Find each line below where the word "lines" occurs, and copy it.
──────
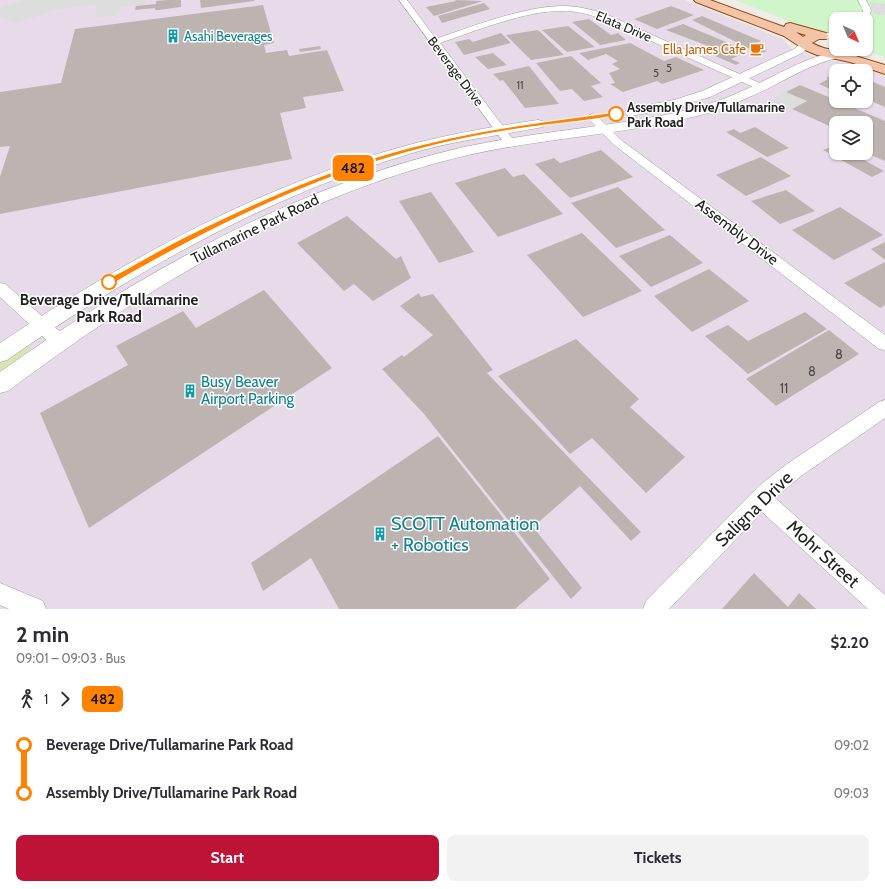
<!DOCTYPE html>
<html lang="en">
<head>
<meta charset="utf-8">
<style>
	:root { --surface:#fff; --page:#f2f2f3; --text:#2b2b33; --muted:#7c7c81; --accent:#bf1237 }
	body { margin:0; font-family:Cabin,sans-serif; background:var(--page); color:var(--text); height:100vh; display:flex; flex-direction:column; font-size:15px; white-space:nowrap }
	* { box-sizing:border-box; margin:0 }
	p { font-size:13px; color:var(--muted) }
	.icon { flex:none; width:22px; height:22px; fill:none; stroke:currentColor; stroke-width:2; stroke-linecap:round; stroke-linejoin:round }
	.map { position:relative; height:609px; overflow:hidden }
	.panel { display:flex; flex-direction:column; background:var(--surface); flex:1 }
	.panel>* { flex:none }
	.badge { padding:0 8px; border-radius:6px; font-size:14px; line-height:26px }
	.needle { width:26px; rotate:136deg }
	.fabs { position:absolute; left:829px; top:12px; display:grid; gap:8px }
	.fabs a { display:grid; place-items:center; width:44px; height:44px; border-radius:8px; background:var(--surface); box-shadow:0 1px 3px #0004; font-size:20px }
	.map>.badge { position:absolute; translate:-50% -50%; box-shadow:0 0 0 2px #fff }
	.legs { display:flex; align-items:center; gap:6px; height:44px; padding:0 16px; font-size:13px }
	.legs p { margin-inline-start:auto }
	.headline { display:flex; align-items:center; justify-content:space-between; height:68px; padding:0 16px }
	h1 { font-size:22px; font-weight:700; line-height:30px }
	.cta { display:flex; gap:8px; margin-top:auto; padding:8px 16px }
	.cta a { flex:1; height:46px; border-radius:8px; background:var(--accent); color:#fff; font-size:16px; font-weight:700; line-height:46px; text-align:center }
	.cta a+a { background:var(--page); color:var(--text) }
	ul { padding:0 16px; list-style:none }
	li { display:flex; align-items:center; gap:14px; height:48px; font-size:15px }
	li i { display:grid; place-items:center; width:6px; height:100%; margin:0 5px; background:currentColor }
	li i::after { content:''; width:10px; height:10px; margin:-5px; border:3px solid; border-radius:50%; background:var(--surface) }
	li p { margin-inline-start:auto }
	li:first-child i { background:linear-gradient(#0000 50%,currentColor 0) }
	li:last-child i { background:linear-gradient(currentColor 50%,#0000 0) }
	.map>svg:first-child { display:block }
	.industrial { fill:#e8dbe9; fill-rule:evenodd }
	.grass { fill:#d6e5b3 }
	.park { fill:#d0f5ca }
	.parking { fill:#ddd }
	.building { fill:#bdb4b1 }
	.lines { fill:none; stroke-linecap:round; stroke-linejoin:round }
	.minor-casing { stroke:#9e9e9e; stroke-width:1 }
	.tertiary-casing { stroke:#9e9e9e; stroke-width:1 }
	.primary-casing { stroke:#90490e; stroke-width:2 }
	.minor { fill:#fff; fill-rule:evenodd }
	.tertiary { fill:#fff; fill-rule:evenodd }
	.primary { fill:#f4c4a9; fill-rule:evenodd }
	.line-1 { fill:#ff8200; stroke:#fff }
	.stop-1-dot { fill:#fff; stroke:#ff8200; stroke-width:2 }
	.labels { text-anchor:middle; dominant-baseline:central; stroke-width:3; stroke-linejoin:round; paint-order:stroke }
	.far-number-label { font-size:11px; fill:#484645 }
	.far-street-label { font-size:13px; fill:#212121; stroke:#fff }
	.far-culture-label { font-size:13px; fill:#0d838f; stroke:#fff; text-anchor:start }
	.far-food-label { font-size:13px; fill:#c56008; stroke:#fff; text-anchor:end }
	.far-stop-label { font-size:13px; font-weight:bold; fill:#212121; stroke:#fff; text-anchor:start }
	.number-label { font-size:13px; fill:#484645 }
	.street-label { font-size:15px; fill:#212121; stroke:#fff }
	.stop-label { font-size:15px; font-weight:bold; fill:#212121; stroke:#fff }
	.culture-label { font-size:15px; fill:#0d838f; stroke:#fff; text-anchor:start }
	.near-street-label { font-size:18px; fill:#212121; stroke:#fff }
	.near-culture-label { font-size:18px; fill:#0d838f; stroke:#fff; text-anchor:start }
</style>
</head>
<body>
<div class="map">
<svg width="885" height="609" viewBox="0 0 885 609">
	<rect width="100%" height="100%" fill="#f0ece8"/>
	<path class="industrial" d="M0,0h685l98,39 9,10 33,11 24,2 36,14v533h-885zM836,71h30v30h-30zM836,123h30v30h-30z"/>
	<path class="grass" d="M27,345l3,3 -2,4 -28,20v-12z"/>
	<path class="park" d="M735,0h150v57l-23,-8h4v-30h-30v17l-18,-3z"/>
	<path class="parking" d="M25,0h121v4l-25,3 -2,8 -24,3 2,-14 -41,6 -39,13 -17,-5v-10z
		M869,2l16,2v11l-11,-1z
		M786,92l21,9 -16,9 -21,-9z"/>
	<path class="building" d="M167,0h14v7l-23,3h-3v-2l-20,2 1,-4 20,-2v-3z
		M200,0h54v1l-53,7z
		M455,0l28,1 -49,15 -8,-9 30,-6z
		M484,3l6,6 -48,14 -4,-7z
		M263,5l11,38 -10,2 2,8 21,-3 2,6 38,-6 17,41 -41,6 3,11 -26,5 12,46 -292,55v-37l10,-31 -10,1v-55l61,-9 14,-54z
		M671,6l23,9 -37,14 -23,-10z
		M702,16l59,25 -9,4 15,6 -7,3 -68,-34z
		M589,19l22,16 7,-2 8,7 -26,5 -28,-23z
		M683,24l43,18 21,10 -16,7 9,4 -4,2 -23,-10 7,-3 -6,-2 2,-1 -50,-19z
		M568,26l27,21 -28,5 -25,-22z
		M538,30l26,25 -33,5 -25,-25z
		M501,33l10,10 -47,12 -9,-13 14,-3 4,3z
		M630,43l34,18 12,-4 28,13 -42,14 -5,-3 -34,11 -13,-8 5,-1 -6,-10 11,-4 -8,-5 6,-3 -12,-7 -18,6 -9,-7z
		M320,46l1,3 -21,3 -1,-3z
		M493,53l14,12 -19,4 -13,-12z
		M571,56l30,27 -10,3 12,11 -19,4 -12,-12 -12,2 -24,-28z
		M529,66l30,38 -34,4 -22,-28 -3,1 -7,-7z
		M836,71v15l-6,3 -11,-5 9,-5 -2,-1 8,-4z
		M866,79l19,8v20l-19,-8z
		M800,85l85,36v40l-19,-8v-7l2,-2 -2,-1v-20h-30v6l-44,-20 15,-8 -21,-9z
		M755,127l34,21 -22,9 -41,-25 8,-3 6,4z
		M835,145l1,8h15l33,18 -12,6 -49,-27z
		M601,150l32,27 -63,21 -35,-34 19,-6 6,5z
		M761,157l30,19 -45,20 -30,-21z
		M505,168l8,9 11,-3 39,40 -65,23 -43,-54z
		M618,187l47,43 -49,18 -45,-45z
		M786,190l29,21 -35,13 -29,-23z
		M431,192l43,60 -35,11 -40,-62z
		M840,207l43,28 -49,25 -42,-30z
		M347,216l49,43 5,-3 10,22 -38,23 -19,-17 -10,7 -47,-48z
		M582,233l60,58 -59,26 -56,-62z
		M670,235l33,28 -52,24 -32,-31z
		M885,242v18l-14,-11z
		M885,262v43l-5,3 -36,-25z
		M709,269l40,32 -57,31 -38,-36z
		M264,290l68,78 -243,160 -49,-115 88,-48 -12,-19 67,-35 13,17z
		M419,293l2,4 12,-3 60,76 -6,3 154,159 -10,9 -51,-55 -47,41 49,61 -11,11 -147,-185 -42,-45 20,-14 2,2 29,-22 -33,-29z
		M805,312l22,17 -79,45 -43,-38 23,-11 20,16z
		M829,330l30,24 -83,52 -30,-27z
		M576,339l63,60 -9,8 55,50 -39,36 -54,-55 -22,16 -72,-78z
		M438,436l59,74 53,69 -35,30h-176l-28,-51 -48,33 -12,-28z
		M754,573l34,34 11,-14 17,16h-94z"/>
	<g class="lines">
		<g class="minor-casing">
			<path id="minor" d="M399,0h8l29,39c36,-13 90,-33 127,-33 16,0 30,4 45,9l156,70 2,2 -2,2h-6l-156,-70c-13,-5 -25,-8 -39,-8 -36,-1 -88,20 -123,32l75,99 -6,3 -4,-1z
				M858,0h8l5,10 -2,12h-3v-3h-4l1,-9z
				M836,31v6l-10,2 -4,-3 1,-2z
				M592,114l4,1 25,25 264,195v15l-6,-1 -266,-205 -26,-27z
				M0,283l5,1 60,52 2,5 -2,5 -6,1 -6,-1 -53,-49z
				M885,400v18l-84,58 -26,22 110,97v14h-17l-106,-97 -93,97h-26l3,-8 114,-116 27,-21 92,-62z
				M0,583l43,18 3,8h-37l-9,-4z"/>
		</g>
		<g class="tertiary-casing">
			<path id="tertiary" d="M806,41l6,3 -10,9 -92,44 -34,10 -44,9 -5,-1 -2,-3 2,-3 47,-9 28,-9 92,-42 8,-7z
				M836,52l4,1 2,2 -2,2c-31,8 -47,19 -75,33 -22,10 -45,20 -68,26 -75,19 -154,22 -229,39 -171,40 -321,132 -460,236l-8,2v-21c142,-100 294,-186 464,-225 74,-16 150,-20 224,-37 24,-6 47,-15 69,-26 26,-12 49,-27 79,-32z
				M538,120l5,1 2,3 -2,3c-15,3 -30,5 -45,8 -30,5 -60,10 -89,19 -146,44 -277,119 -402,206l-7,2v-19c128,-85 266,-161 416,-200 40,-10 81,-17 122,-23z"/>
		</g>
		<g class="primary-casing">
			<path id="primary" d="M694,0h16l74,27 2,-3 4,-1 36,10 2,3 -2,3h-7l-7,4c19,10 25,6 45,6l-5,6 33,10v9l-35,-12 -33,-7 -12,-5 -21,-14 -88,-34zM796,32l10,3 -3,2z"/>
		</g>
		<use href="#minor" class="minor"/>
		<use href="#tertiary" class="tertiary"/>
		<use href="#primary" class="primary"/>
	</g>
	<path class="line-1" d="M616,112l3,2 -1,1c-23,5 -48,7 -72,10 -40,5 -80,12 -119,22 -112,28 -216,80 -315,137l-3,1 -4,-3c5,-5 14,-9 20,-12 19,-11 37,-21 56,-31 79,-39 159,-75 244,-95 63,-16 127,-23 191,-32z"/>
	<defs>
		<g id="building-bare" transform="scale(1.08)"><path d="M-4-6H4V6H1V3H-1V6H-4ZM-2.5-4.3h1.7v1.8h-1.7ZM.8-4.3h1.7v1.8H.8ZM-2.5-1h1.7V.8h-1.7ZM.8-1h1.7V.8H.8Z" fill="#0f9aa8" stroke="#fff" stroke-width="2.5" paint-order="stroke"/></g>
		<g id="cafe-bare" transform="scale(1.08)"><path d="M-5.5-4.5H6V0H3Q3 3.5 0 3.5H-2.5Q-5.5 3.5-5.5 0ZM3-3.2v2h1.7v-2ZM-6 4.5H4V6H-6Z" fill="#e8710a" stroke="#fff" stroke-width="2.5" paint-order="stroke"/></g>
	</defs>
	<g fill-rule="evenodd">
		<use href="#building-bare" x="173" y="36"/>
		<use href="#cafe-bare" x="757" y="49"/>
		<use href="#building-bare" x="190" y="391"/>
		<use href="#building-bare" x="380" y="534"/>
	</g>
	<g class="stop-1-dot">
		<circle cx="616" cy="114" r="7"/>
		<circle cx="109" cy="282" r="7"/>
	</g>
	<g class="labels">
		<g class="far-number-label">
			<text x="669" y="68">5</text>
			<text x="656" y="73">5</text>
			<text x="520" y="85">11</text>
		</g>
		<g class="far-street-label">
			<text transform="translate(624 26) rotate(23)">Elata Drive</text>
			<text transform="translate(456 71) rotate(53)">Beverage Drive</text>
		</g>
		<g class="far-culture-label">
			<text x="184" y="36">Asahi Beverages</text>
		</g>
		<g class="far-food-label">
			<text x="746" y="49">Ella James Cafe</text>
		</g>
		<g class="far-stop-label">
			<text x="627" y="107">Assembly Drive/Tullamarine<tspan x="627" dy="15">Park Road</tspan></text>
		</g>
		<g class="number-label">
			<text x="839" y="354">8</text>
			<text x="812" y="371">8</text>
			<text x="784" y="388">11</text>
		</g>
		<g class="street-label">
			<text transform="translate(255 229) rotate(-26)">Tullamarine Park Road</text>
			<text transform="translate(737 232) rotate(37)">Assembly Drive</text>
		</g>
		<g class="stop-label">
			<text x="109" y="300">Beverage Drive/Tullamarine<tspan x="109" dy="17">Park Road</tspan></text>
		</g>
		<g class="culture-label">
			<text x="201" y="382">Busy Beaver<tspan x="201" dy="17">Airport Parking</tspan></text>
		</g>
		<g class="near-street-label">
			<text transform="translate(754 509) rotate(-44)">Saligna Drive</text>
			<text transform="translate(823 554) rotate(42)">Mohr Street</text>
		</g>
		<g class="near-culture-label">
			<text x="391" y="524">SCOTT Automation<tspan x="391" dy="21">+ Robotics</tspan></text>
		</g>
	</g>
</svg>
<div class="fabs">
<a><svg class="needle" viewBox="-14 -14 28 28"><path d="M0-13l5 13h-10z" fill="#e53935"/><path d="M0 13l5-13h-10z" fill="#7c7c81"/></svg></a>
<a><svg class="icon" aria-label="locate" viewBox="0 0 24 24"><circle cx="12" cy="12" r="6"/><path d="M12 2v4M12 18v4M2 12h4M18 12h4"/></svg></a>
<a><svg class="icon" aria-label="layers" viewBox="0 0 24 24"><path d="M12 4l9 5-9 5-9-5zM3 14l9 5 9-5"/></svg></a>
</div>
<b class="badge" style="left:353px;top:168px;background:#ff8200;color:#111">482</b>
</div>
<section class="panel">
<div class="headline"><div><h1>2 min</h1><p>09:01 – 09:03 · Bus</p></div><b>$2.20</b></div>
<div class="legs"><svg class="icon" aria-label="walk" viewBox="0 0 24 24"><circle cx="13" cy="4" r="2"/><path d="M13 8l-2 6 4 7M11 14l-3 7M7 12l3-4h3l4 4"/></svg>1<svg class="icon" aria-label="forward" viewBox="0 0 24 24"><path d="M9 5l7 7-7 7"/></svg><b class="badge" style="background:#ff8200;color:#111">482</b></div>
<ul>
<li><i style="color:#ff8200"></i><b>Beverage Drive/Tullamarine Park Road</b><p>09:02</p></li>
<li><i style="color:#ff8200"></i><b>Assembly Drive/Tullamarine Park Road</b><p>09:03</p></li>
</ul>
<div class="cta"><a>Start</a><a>Tickets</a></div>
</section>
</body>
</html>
──────
## OUTPUT OF THE TASK
	.lines { fill:none; stroke-linecap:round; stroke-linejoin:round }
	<g class="lines">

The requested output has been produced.